── Given records

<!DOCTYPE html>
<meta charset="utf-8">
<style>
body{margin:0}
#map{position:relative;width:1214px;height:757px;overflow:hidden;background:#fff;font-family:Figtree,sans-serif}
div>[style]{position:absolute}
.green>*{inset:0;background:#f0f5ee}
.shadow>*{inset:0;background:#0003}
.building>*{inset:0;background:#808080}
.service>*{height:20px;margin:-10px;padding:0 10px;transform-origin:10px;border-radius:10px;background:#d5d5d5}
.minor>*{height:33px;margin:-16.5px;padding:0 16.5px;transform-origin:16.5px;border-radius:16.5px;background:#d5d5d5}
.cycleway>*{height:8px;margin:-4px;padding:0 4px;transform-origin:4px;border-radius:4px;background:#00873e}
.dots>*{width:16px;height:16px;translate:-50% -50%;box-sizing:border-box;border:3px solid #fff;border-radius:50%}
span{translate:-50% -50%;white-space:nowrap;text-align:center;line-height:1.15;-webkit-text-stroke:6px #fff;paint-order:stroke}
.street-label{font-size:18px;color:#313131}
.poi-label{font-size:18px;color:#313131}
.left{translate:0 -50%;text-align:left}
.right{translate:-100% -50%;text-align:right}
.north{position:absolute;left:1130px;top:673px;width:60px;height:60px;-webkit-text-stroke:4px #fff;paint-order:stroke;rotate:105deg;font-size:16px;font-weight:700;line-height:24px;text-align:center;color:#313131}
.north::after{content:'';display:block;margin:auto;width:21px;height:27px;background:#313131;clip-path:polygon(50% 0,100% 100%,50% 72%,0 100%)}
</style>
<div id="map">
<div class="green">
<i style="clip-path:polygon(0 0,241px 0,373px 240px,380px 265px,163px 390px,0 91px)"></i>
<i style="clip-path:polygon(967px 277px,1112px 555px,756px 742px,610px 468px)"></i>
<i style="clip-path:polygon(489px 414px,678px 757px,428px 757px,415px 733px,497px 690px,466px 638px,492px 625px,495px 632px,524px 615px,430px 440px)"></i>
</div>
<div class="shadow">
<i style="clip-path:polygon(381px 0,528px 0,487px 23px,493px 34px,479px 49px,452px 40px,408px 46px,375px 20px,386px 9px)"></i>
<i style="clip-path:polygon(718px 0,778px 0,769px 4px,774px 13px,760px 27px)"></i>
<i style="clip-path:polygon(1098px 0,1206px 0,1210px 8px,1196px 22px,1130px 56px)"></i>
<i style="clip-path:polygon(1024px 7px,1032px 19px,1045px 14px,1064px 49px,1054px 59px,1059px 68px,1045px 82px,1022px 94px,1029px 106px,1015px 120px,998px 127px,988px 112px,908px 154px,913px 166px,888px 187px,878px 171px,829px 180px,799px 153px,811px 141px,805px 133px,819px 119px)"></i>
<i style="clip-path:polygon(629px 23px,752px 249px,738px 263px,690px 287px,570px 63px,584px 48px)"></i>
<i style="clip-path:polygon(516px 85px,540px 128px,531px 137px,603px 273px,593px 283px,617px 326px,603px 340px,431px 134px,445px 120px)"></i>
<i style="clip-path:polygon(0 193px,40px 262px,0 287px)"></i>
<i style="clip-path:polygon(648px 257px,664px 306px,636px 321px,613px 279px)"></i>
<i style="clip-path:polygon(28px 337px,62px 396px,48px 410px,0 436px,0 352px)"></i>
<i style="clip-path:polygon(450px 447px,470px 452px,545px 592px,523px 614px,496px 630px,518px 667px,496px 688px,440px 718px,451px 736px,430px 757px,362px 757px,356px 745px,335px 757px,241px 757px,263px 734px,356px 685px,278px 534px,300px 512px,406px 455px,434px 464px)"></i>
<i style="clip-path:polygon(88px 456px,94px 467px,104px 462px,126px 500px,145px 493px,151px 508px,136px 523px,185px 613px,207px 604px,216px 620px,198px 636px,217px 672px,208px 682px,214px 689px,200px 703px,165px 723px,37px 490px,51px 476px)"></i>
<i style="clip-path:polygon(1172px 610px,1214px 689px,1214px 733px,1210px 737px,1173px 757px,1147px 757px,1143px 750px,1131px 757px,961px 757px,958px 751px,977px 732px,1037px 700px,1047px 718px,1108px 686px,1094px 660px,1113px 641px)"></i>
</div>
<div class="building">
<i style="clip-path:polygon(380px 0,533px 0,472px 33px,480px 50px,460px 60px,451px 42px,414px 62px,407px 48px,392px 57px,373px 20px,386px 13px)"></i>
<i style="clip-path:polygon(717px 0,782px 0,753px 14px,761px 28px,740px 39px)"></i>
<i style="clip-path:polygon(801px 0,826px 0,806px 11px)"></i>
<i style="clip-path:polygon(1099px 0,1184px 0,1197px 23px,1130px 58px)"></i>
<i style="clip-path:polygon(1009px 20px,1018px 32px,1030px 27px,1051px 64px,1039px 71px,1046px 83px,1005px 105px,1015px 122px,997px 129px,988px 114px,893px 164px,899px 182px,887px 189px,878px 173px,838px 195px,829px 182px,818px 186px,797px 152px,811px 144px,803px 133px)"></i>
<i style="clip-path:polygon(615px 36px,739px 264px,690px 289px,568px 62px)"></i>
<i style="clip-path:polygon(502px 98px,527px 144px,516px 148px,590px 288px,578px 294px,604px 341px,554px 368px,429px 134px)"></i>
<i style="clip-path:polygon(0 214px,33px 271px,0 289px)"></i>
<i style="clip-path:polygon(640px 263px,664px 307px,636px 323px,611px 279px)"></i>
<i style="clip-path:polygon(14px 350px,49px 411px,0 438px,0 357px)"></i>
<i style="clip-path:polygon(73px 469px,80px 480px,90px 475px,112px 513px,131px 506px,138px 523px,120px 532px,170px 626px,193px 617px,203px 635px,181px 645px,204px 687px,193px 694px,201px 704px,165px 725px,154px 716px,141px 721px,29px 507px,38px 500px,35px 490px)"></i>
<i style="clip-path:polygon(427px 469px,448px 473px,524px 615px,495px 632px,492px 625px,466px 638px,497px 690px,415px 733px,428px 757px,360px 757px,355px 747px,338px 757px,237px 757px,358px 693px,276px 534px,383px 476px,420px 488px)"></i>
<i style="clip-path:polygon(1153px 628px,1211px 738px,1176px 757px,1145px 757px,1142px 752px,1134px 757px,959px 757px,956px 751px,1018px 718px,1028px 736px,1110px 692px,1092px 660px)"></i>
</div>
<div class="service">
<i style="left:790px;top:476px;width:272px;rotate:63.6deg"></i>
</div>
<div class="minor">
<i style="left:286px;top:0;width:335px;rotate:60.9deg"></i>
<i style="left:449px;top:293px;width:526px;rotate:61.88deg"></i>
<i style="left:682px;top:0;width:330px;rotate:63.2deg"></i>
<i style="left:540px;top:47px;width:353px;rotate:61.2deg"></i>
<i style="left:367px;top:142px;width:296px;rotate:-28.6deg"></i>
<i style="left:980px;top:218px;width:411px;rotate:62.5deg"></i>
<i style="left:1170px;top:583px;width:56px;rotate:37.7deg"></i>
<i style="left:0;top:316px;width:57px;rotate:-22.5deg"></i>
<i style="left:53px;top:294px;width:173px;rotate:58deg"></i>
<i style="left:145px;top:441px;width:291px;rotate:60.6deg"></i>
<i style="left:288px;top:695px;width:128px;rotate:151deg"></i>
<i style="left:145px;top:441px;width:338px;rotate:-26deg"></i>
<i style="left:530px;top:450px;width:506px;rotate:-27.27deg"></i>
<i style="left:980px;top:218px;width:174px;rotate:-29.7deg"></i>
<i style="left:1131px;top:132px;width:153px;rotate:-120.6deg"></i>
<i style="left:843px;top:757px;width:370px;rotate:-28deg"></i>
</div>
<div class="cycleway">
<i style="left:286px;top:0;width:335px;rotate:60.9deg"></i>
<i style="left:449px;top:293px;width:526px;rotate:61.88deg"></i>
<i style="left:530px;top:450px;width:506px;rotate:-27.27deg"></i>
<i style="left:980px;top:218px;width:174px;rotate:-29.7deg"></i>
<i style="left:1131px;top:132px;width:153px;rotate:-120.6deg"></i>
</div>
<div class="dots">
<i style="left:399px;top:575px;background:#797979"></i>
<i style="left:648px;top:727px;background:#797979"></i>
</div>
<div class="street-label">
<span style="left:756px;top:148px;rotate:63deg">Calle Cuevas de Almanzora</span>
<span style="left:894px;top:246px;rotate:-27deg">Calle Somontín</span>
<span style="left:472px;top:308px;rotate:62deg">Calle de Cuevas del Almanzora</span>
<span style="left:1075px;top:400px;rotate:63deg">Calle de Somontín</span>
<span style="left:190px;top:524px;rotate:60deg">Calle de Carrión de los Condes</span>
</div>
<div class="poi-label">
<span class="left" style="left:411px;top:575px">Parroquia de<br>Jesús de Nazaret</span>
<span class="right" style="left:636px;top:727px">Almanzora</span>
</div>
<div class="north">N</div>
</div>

────

Only the number is wanted: how many lines in the entries above include the word "transform"?

3